On 25 January 2017, AT&T and FiberTower entered into a stock purchase agreement, where AT&T acquired all outstanding stock of FiberTower, and FiberTower became a wholly-owned subsidiary of AT&T. On 13 February 2017, AT&T filed applications to transfer the control of FiberTower’s licenses to AT&T. On 24 January 2018, FiberTower and the FCC reached a settlement of various proceedings including the DC Circuit’s remand.

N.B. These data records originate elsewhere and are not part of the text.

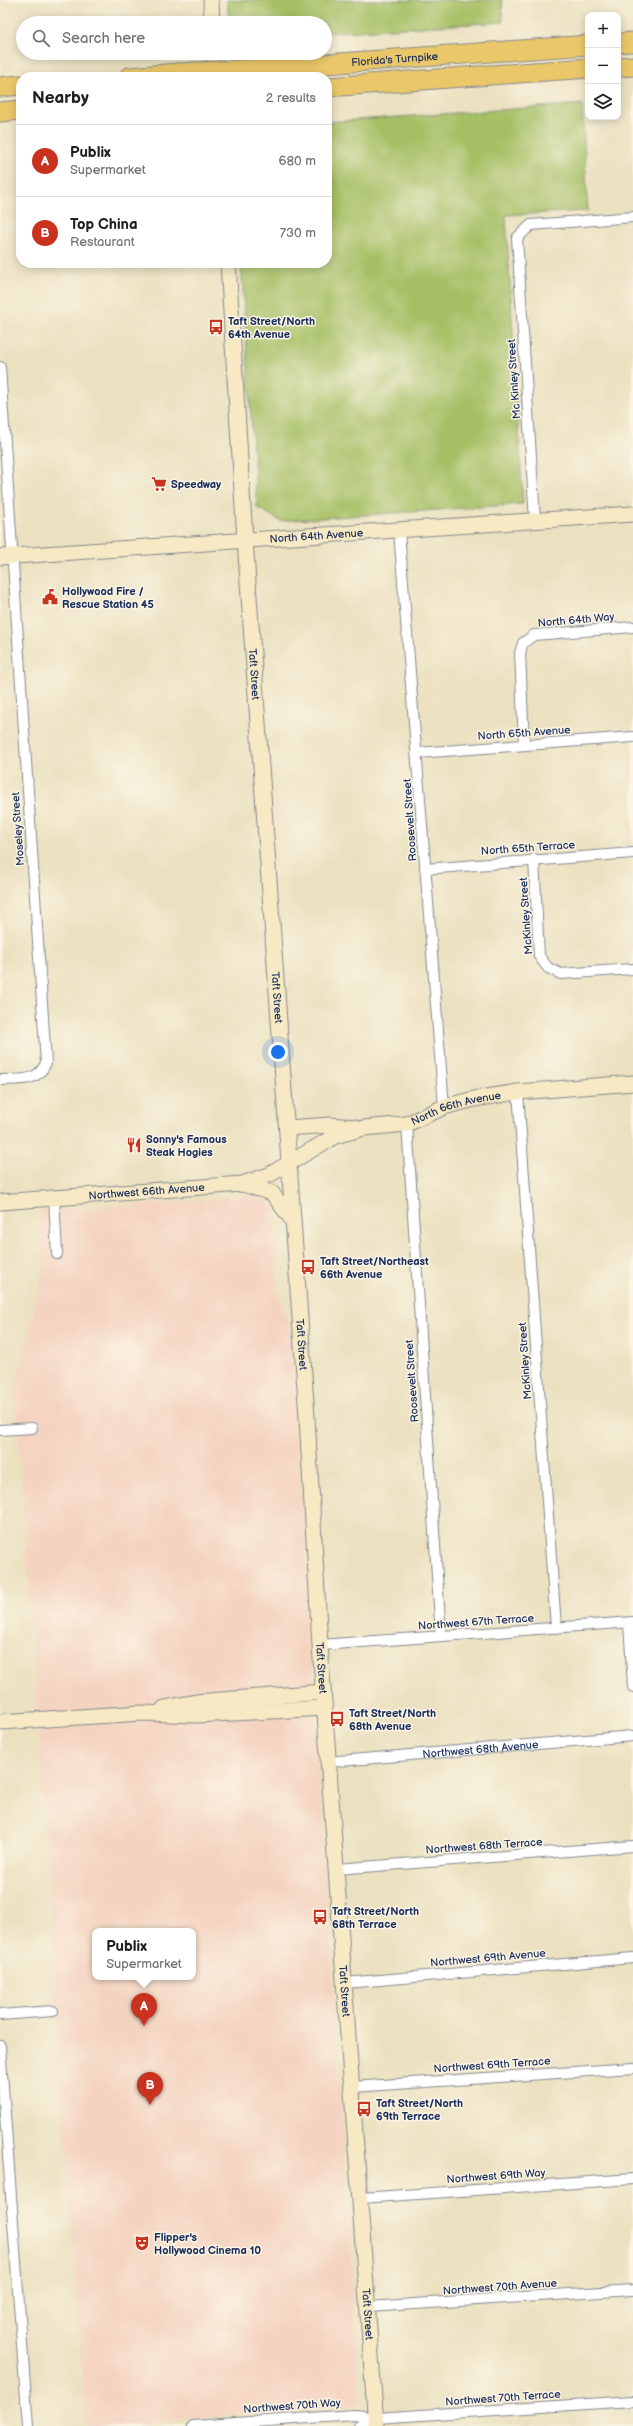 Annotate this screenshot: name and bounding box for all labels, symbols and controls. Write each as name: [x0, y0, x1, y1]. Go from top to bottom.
map controls: [585, 12, 621, 120]
button: +: [585, 12, 621, 48]
search box: [16, 16, 332, 60]
icon: search: [30, 27, 52, 49]
text: Search here: [62, 29, 145, 48]
button: −: [585, 48, 621, 84]
street label: Florida's Turnpike: [351, 49, 439, 69]
button: layers: [585, 84, 621, 120]
text: Nearby: [32, 88, 89, 108]
text: 2 results: [266, 90, 316, 106]
text: Publix: [70, 143, 111, 162]
text: A: [41, 153, 49, 169]
text: 680 m: [279, 153, 316, 169]
text: Supermarket: [70, 162, 146, 178]
text: Top China: [70, 215, 138, 234]
text: B: [40, 225, 50, 241]
text: 730 m: [280, 225, 316, 241]
text: Restaurant: [70, 234, 135, 250]
place label: Taft Street/North 64th Avenue: [228, 315, 315, 341]
bus stop icon: Taft Street/North 64th Avenue: [207, 318, 225, 336]
street label: Mc Kinley Street: [505, 338, 523, 419]
supermarket icon: Speedway: [150, 475, 168, 493]
place label: Speedway: [171, 478, 221, 491]
street label: North 64th Avenue: [269, 526, 364, 545]
place label: Hollywood Fire / Rescue Station 45: [62, 585, 154, 611]
public building icon: Hollywood Fire / Rescue Station 45: [41, 588, 59, 606]
street label: North 64th Way: [537, 610, 615, 630]
street label: Taft Street: [246, 648, 263, 701]
street label: North 65th Avenue: [477, 723, 572, 743]
street label: Roosevelt Street: [401, 778, 419, 862]
street label: Moseley Street: [9, 791, 27, 866]
street label: North 65th Terrace: [480, 838, 576, 858]
street label: McKinley Street: [517, 876, 535, 955]
street label: Taft Street: [269, 971, 286, 1024]
your location: [268, 1042, 288, 1062]
street label: North 66th Avenue: [409, 1088, 502, 1128]
place label: Sonny's Famous Steak Hogies: [146, 1133, 227, 1159]
restaurant icon: Sonny's Famous Steak Hogies: [125, 1136, 143, 1154]
street label: Northwest 66th Avenue: [88, 1180, 206, 1202]
place label: Taft Street/Northeast 66th Avenue: [320, 1255, 429, 1281]
bus stop icon: Taft Street/Northeast 66th Avenue: [299, 1258, 317, 1276]
street label: Taft Street: [294, 1318, 310, 1371]
street label: McKinley Street: [516, 1321, 534, 1400]
street label: Roosevelt Street: [403, 1339, 421, 1423]
street label: Northwest 67th Terrace: [418, 1611, 535, 1633]
street label: Taft Street: [313, 1642, 330, 1695]
place label: Taft Street/North 68th Avenue: [349, 1707, 436, 1733]
bus stop icon: Taft Street/North 68th Avenue: [328, 1710, 346, 1728]
street label: Northwest 68th Avenue: [422, 1738, 539, 1760]
street label: Northwest 68th Terrace: [425, 1835, 543, 1857]
place label: Taft Street/North 68th Terrace: [332, 1905, 419, 1931]
bus stop icon: Taft Street/North 68th Terrace: [311, 1908, 329, 1926]
popup: [92, 1928, 196, 1980]
text: Publix: [106, 1937, 147, 1956]
street label: Northwest 69th Avenue: [430, 1946, 547, 1970]
text: Supermarket: [106, 1956, 182, 1972]
street label: Taft Street: [336, 1965, 353, 2018]
pin: A: [131, 1993, 157, 2026]
street label: Northwest 69th Terrace: [433, 2054, 551, 2076]
pin: B: [137, 2072, 163, 2105]
place label: Taft Street/North 69th Terrace: [376, 2097, 463, 2123]
bus stop icon: Taft Street/North 69th Terrace: [355, 2100, 373, 2118]
street label: Northwest 69th Way: [446, 2166, 546, 2186]
place label: Flipper's Hollywood Cinema 10: [154, 2231, 261, 2257]
theatre icon: Flipper's Hollywood Cinema 10: [133, 2234, 151, 2252]
street label: Northwest 70th Avenue: [442, 2276, 558, 2297]
street label: Taft Street: [360, 2288, 376, 2341]
street label: Northwest 70th Terrace: [445, 2387, 562, 2409]
street label: Northwest 70th Way: [243, 2396, 341, 2416]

Under the terms of the settlement agreement, “FiberTower agreed to:
- relinquish all of its 24 GHz licenses, including those that were among the 42 licenses addressed by the D.C. Circuit, and some of its 39 GHz licenses, a subset of which were also referred to by the court;
- terminate the remand proceeding and a pending related bankruptcy proceeding; and
- transfer to the United States Treasury payments totaling $27 million, conditioned on reinstatement of the remaining licenses and extension of the construction deadline for those licenses; and the closing of the transfer of control of FiberTower Corporation and FiberTower.”
Closing thoughts
With the exception of the “balance of equities” factor discussed above, it would appear the EchoStar could expect a nearly identical analysis and could probably secure an injunction against the FCC. Still, it is only one case. And though it cites to other cases, none are factually as similar.

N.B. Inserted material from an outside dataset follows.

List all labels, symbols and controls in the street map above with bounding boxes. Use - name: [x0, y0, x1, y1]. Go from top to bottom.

There are a few questions that follow. First is whether Ergen and EchoStar feel confident relying on one case, even one as factually analogous. One main difference is the debtors in FiberTower filed because they were facing economic decline and had more liabilities than assets. That doesn’t seem to be the case for EchoStar, and it is certain a court would consider that difference in the analysis. Additionally, if a court decides differently, what is Plan B?
Another question is, this case seems to support the idea that even if the debtors’ licenses terminated prior to filing bankruptcy the right to appeal would still qualify as property of the estate and support an injunction. So the impetus to file before 14 June is less clearly necessary. Could this all be an expensive and risky bluff?